▸ Data for the task
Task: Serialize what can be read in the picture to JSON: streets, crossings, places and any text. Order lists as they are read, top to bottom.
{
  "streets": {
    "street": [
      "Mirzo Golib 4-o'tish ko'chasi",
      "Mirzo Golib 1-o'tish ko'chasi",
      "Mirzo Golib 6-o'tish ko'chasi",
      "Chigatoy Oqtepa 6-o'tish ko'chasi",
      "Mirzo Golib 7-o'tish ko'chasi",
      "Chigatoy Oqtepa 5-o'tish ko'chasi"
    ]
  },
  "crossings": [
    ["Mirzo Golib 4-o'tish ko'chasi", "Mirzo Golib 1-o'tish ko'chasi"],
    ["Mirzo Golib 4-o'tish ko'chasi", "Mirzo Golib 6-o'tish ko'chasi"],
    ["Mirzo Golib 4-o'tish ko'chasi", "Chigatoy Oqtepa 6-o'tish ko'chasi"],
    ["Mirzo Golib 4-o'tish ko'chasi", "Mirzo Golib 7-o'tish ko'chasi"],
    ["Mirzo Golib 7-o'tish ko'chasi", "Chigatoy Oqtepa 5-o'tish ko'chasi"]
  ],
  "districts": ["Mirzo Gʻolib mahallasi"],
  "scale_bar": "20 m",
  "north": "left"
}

▸ Problem to solve
What are the lines of the data above that include the string "tish"? Copy them.

▸ Solution to this task
      "Mirzo Golib 4-o'tish ko'chasi",
      "Mirzo Golib 1-o'tish ko'chasi",
      "Mirzo Golib 6-o'tish ko'chasi",
      "Chigatoy Oqtepa 6-o'tish ko'chasi",
      "Mirzo Golib 7-o'tish ko'chasi",
      "Chigatoy Oqtepa 5-o'tish ko'chasi"
    ["Mirzo Golib 4-o'tish ko'chasi", "Mirzo Golib 1-o'tish ko'chasi"],
    ["Mirzo Golib 4-o'tish ko'chasi", "Mirzo Golib 6-o'tish ko'chasi"],
    ["Mirzo Golib 4-o'tish ko'chasi", "Chigatoy Oqtepa 6-o'tish ko'chasi"],
    ["Mirzo Golib 4-o'tish ko'chasi", "Mirzo Golib 7-o'tish ko'chasi"],
    ["Mirzo Golib 7-o'tish ko'chasi", "Chigatoy Oqtepa 5-o'tish ko'chasi"]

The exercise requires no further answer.